Boris Johnson has heaped pressure on the Prime Minister to deliver a “full British Brexit” as thousands are set to descend on Westminster on Saturday to oppose the UK leaving the EU.
International trade secretary Liam Fox said the UK was not “bluffing” about being prepared to walk away from talks with Brussels and Brexit secretary David Davis said there is “lots going on” to prepare in case negotiations collapse.
Meanwhile the foreign secretary said people would not tolerate a “bog roll Brexit” that was “soft, yielding and seemingly infinitely long”.
The ministers’ comments came as pro-EU marchers prepare to take to the streets to call for a referendum on the terms of Brexit secured by Theresa May, two years on from the public’s decision to leave the bloc.
Meanwhile research by the Centre for European Reform (CER) think tank indicated Brexit had already made the UK economy 2.1% weaker than it would have been if voters had decided to stay in the EU.
Dr Fox told the BBC it is “essential” the EU “understands… and believes” the Prime Minister’s assertion that no deal would be better than a bad deal.
He said the threat had “added credibility because if we were to leave, the economic impact on a number of European countries would be severe”.
“I think our negotiating partners would not be wise if they believed that the Prime Minister was bluffing,” he said.
Speaking to the Daily Express, Davis said that Britain was “able to leave without a deal”.
“We don’t want to do that, never have.

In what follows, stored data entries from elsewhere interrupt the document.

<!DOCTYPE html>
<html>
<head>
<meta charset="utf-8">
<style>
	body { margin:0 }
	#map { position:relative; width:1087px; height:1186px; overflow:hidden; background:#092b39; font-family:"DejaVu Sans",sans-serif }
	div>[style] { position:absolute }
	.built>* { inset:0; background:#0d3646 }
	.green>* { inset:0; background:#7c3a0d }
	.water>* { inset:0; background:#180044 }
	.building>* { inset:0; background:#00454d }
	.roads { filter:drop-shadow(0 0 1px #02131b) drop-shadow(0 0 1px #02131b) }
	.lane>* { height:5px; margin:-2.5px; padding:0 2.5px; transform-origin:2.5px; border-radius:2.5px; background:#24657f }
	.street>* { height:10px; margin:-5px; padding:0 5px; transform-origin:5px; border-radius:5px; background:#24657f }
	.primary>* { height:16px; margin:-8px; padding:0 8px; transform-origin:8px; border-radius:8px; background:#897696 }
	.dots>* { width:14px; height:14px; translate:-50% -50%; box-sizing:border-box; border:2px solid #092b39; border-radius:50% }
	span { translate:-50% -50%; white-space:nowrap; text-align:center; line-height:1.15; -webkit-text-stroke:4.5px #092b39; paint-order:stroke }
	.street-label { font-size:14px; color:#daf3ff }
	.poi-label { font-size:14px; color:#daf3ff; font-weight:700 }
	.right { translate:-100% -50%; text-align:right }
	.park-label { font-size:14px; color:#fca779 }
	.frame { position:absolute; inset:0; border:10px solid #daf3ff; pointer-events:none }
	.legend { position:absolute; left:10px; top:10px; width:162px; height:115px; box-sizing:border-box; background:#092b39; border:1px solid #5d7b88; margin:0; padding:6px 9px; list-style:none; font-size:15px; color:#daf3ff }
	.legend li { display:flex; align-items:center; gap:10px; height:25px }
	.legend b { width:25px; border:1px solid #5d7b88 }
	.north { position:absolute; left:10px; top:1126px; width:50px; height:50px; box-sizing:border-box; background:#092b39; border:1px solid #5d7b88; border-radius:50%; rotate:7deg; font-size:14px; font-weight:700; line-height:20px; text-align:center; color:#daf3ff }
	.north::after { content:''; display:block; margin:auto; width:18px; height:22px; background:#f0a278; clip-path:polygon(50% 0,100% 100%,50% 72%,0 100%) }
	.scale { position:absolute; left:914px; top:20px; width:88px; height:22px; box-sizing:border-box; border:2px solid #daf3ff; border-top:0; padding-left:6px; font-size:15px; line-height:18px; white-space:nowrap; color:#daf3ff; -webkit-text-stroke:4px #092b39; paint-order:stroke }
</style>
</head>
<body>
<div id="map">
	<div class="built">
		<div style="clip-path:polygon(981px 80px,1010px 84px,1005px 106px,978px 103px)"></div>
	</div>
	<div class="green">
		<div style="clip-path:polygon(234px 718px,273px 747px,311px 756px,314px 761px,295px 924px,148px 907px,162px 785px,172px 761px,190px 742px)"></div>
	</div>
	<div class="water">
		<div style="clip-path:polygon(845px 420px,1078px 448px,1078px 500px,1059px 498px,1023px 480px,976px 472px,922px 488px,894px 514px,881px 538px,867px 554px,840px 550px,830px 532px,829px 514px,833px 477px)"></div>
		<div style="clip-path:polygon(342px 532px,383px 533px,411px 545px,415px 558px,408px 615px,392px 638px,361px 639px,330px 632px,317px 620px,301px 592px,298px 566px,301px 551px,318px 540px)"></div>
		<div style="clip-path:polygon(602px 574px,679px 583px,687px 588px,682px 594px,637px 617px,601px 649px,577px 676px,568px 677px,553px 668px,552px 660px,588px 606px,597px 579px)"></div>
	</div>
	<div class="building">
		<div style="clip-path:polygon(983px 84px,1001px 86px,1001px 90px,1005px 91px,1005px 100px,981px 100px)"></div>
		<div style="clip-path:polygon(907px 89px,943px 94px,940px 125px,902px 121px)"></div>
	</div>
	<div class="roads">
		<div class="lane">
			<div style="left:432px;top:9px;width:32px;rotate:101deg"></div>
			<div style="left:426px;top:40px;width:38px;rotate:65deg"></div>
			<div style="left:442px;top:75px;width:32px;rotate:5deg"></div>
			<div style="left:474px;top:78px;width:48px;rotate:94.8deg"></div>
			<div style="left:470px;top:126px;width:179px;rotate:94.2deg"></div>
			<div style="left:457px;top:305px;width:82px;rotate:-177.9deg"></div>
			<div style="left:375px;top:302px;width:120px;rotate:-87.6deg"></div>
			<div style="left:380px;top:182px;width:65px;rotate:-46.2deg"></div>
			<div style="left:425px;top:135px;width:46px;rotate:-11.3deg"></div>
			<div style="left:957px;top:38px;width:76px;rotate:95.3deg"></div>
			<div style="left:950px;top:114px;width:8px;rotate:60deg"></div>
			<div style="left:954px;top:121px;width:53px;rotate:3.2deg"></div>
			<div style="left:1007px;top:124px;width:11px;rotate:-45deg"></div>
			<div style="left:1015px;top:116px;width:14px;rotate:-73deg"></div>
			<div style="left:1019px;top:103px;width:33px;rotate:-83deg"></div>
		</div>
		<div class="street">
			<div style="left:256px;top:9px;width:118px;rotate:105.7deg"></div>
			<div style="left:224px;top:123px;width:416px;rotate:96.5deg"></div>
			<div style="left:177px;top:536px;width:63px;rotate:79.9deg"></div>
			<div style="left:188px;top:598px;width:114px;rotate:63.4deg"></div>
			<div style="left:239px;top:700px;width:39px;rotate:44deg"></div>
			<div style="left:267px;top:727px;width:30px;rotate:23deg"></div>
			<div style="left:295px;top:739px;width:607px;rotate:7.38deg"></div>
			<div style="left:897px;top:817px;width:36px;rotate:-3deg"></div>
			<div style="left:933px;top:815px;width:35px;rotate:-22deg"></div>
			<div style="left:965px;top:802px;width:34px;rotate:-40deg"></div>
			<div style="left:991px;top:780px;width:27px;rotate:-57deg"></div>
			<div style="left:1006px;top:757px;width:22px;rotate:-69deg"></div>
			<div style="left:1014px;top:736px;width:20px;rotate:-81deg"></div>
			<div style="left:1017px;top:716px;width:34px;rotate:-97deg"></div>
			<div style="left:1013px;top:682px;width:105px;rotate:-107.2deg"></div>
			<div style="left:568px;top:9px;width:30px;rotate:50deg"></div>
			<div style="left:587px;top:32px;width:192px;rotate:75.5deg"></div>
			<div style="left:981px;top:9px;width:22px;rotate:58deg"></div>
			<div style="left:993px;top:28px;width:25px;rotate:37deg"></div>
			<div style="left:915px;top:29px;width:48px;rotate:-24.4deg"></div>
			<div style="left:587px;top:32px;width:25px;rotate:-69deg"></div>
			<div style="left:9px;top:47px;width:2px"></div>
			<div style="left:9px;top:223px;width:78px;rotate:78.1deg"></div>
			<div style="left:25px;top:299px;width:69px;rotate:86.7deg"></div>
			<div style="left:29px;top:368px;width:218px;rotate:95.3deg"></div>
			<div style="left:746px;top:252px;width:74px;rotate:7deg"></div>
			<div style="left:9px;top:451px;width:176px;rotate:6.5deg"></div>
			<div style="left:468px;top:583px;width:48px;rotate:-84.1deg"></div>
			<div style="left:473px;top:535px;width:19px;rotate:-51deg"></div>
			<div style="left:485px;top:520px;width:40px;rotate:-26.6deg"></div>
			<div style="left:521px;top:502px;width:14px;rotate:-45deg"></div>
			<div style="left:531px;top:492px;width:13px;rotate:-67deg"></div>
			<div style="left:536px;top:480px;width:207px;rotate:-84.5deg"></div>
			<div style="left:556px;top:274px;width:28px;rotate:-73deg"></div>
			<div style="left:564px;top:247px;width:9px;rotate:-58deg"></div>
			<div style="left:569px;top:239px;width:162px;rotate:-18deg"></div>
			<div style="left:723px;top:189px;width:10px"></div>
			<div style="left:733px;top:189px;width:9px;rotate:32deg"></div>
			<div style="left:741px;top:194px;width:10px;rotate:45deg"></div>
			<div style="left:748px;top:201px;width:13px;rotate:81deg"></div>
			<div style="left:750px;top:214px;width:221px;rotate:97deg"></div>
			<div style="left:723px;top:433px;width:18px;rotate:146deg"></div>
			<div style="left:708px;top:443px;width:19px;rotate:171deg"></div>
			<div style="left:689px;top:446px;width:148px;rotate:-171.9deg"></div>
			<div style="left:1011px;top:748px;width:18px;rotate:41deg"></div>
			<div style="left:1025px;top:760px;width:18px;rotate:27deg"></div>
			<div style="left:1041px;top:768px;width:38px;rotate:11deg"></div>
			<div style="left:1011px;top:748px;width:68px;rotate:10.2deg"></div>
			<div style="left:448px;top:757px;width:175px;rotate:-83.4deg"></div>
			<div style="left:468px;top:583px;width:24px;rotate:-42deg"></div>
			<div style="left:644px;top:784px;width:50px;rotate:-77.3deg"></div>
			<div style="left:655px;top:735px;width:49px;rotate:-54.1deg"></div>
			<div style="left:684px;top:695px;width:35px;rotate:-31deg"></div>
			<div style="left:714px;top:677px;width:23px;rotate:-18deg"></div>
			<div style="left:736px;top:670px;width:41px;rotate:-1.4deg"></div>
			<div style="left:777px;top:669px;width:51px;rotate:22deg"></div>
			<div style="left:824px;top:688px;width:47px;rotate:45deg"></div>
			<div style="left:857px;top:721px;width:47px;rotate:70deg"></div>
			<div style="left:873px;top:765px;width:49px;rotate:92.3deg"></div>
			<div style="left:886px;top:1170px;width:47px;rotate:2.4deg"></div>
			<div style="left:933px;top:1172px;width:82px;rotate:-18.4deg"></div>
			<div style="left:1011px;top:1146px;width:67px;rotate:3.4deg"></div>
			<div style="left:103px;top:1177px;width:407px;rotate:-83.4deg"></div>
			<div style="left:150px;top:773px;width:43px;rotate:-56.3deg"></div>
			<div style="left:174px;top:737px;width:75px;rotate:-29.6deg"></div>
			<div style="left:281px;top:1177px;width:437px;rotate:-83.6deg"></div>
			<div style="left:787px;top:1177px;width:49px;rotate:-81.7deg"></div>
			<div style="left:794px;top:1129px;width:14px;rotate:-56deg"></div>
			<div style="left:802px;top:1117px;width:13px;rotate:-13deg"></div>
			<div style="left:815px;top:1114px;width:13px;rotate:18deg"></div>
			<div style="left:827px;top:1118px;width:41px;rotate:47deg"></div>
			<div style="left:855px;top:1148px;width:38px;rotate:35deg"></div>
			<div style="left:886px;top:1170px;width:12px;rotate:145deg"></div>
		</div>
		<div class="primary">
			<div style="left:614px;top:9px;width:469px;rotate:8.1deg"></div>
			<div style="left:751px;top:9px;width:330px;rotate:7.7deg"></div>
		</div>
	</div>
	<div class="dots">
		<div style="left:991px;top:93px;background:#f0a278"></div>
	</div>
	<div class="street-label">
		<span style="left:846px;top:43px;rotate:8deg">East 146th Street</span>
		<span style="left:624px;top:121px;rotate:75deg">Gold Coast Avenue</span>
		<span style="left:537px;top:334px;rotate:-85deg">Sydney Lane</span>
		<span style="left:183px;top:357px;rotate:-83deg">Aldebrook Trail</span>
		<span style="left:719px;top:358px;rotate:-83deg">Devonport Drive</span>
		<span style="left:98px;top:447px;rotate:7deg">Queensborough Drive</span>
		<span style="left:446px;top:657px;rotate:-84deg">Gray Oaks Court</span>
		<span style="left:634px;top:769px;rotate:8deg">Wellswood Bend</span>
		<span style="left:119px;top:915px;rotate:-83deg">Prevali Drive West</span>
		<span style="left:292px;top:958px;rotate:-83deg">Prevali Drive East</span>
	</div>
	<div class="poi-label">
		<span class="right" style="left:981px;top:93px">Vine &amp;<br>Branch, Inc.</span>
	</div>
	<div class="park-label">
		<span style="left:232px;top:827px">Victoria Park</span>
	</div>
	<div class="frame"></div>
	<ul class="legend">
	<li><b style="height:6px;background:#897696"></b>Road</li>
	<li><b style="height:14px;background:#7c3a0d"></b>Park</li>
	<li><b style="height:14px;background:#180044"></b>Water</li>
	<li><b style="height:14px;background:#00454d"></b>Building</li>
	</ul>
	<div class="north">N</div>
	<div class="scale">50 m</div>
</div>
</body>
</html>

The best option is leaving with a good deal but you’ve got to be able to walk away from the table,” he said.
Rejecting claims the Government has failed to make adequate preparations for a no-deal Brexit, he told the paper: “There’s lots going on, we haven’t made it public for very simple reasons.
“This is a careful process, it is not designed to scare the horses to worry people, it is designed to get the work done.”
The Brexit Secretary cited planning on migration matters and health standards, as well as treatment available to Britons in Europe.
“Work is going on all these things for both the negotiated outcome and if something goes wrong,” Davis said.
Their comments in interviews to mark two years since the British people voted to leave the European Union were made before Airbus warned it could be forced to pull out of the UK if there was a “no deal” Brexit.
Katherine Bennett, Airbus’s senior vice president in the UK, told the Press Association: “We don’t deal in idle threats. We seriously believe a no-deal Brexit would be catastrophic.”
Writing in the Sun, Johnson said the public were keen to get on with breaking away from Brussels.
“Across the country I find people who – whatever they voted two years ago – just want us to get on and do it,” he said.
“They don’t want a half-hearted Brexit. They don’t want some sort of hopeless compromise, some perpetual pushme-pullyou arrangement in which we stay half-in and half-out in a political no man’s land – with no more ministers round the table in Brussels and yet forced to obey EU laws.
“They don’t want some bog roll Brexit, soft, yielding and seemingly infinitely long.
“They want this Government to fulfil the mandate of the people and deliver a full British Brexit.”
But organisers of the People’s Vote march expect tens of thousands of people to show their support for a referendum on the final Brexit outcome.
Marchers will descend on Parliament Square, where speakers will include Liberal Democrat leader Sir Vince Cable, Tory former minister Anna Soubry, Labour’s David Lammy and Green co-leader Caroline Lucas.
Sir Vince is expected to say Brexit is not a “done deal” or inevitable and can be stopped.
“Parliament is fiddling at the margins while the country slowly burns,” he is expected to warn as he calls on the Government to vote on the deal, or no deal, with the option of staying in the EU.
The CER estimate of a 2.1% smaller economy than if the UK had voted to remain in the EU is equivalent to a knock-on hit of £23 billion a year to the public finances, some £440 million a week.
CER deputy director John Springford said: “Two years on from the referendum, we now know that the Brexit vote has seriously damaged the economy.”